**TASK REQUIREMENTS**
Nothing below is to be printed except the lines between the line holding "For a GIS import: Extract" and the line holding "Task: Transcribe the", inclusive, each exactly as it appears.

++++

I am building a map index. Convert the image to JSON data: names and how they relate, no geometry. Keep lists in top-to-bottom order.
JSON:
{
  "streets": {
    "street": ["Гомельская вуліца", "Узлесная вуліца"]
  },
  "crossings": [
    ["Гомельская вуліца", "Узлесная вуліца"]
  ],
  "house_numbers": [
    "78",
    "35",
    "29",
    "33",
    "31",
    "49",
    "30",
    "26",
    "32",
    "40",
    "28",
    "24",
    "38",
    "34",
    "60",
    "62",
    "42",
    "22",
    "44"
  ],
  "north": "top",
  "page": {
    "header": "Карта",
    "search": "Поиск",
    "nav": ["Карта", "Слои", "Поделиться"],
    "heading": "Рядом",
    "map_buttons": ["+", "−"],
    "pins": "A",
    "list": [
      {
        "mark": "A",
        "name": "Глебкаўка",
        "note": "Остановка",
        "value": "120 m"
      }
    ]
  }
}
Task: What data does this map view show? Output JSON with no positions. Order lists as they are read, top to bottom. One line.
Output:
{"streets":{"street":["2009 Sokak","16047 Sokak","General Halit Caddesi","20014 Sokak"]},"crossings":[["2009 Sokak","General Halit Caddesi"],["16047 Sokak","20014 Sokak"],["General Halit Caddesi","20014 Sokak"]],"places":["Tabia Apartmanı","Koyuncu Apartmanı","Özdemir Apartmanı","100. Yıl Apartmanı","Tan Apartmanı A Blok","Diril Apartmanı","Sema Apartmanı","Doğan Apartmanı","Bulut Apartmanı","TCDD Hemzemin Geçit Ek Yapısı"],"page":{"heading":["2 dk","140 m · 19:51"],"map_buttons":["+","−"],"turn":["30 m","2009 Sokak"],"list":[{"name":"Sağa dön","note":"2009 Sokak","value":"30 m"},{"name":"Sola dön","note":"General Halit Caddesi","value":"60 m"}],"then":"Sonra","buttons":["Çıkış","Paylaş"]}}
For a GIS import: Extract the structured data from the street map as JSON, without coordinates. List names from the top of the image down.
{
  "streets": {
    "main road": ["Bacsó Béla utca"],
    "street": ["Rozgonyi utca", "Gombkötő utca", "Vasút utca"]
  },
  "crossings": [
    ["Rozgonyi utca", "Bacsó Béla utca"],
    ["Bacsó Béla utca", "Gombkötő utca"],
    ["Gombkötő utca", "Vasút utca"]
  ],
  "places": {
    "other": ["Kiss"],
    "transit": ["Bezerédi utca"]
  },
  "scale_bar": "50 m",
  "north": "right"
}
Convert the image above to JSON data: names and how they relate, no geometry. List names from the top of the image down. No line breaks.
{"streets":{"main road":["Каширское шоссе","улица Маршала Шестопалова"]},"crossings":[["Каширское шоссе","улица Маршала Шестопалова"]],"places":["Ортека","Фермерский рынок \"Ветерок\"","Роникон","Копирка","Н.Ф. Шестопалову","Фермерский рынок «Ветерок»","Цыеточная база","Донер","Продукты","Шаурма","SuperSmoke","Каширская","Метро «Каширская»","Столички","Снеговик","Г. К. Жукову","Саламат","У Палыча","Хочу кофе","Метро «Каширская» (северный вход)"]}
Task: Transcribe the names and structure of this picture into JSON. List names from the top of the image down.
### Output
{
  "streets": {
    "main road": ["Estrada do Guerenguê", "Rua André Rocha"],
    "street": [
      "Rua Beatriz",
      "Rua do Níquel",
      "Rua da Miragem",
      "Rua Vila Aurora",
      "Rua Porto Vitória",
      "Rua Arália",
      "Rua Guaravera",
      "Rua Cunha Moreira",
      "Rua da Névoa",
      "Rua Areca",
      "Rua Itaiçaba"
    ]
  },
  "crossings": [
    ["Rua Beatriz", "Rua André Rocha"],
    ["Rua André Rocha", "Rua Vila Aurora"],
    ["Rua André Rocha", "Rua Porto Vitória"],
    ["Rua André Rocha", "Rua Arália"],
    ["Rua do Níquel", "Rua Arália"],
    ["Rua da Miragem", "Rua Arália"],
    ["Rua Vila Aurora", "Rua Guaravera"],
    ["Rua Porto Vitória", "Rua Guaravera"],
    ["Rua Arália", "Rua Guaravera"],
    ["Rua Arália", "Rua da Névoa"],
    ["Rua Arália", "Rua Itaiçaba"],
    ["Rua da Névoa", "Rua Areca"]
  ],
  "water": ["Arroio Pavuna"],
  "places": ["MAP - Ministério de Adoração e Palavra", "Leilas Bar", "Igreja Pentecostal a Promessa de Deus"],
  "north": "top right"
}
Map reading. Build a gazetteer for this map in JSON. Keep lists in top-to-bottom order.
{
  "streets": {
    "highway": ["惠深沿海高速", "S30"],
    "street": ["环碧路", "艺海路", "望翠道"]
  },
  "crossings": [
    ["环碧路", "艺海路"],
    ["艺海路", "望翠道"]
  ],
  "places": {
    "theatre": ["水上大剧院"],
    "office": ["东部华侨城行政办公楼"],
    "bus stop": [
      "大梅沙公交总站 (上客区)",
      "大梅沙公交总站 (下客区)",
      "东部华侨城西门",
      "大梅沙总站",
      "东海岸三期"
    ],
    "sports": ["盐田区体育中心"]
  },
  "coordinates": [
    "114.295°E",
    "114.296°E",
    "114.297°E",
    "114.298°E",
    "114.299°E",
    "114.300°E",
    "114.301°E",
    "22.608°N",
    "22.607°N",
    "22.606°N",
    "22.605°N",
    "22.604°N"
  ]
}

++++

**RESPONSE BOX**
For a GIS import: Extract the structured data from the street map as JSON, without coordinates. List names from the top of the image down.
{
  "streets": {
    "main road": ["Bacsó Béla utca"],
    "street": ["Rozgonyi utca", "Gombkötő utca", "Vasút utca"]
  },
  "crossings": [
    ["Rozgonyi utca", "Bacsó Béla utca"],
    ["Bacsó Béla utca", "Gombkötő utca"],
    ["Gombkötő utca", "Vasút utca"]
  ],
  "places": {
    "other": ["Kiss"],
    "transit": ["Bezerédi utca"]
  },
  "scale_bar": "50 m",
  "north": "right"
}
Convert the image above to JSON data: names and how they relate, no geometry. List names from the top of the image down. No line breaks.
{"streets":{"main road":["Каширское шоссе","улица Маршала Шестопалова"]},"crossings":[["Каширское шоссе","улица Маршала Шестопалова"]],"places":["Ортека","Фермерский рынок \"Ветерок\"","Роникон","Копирка","Н.Ф. Шестопалову","Фермерский рынок «Ветерок»","Цыеточная база","Донер","Продукты","Шаурма","SuperSmoke","Каширская","Метро «Каширская»","Столички","Снеговик","Г. К. Жукову","Саламат","У Палыча","Хочу кофе","Метро «Каширская» (северный вход)"]}
Task: Transcribe the names and structure of this picture into JSON. List names from the top of the image down.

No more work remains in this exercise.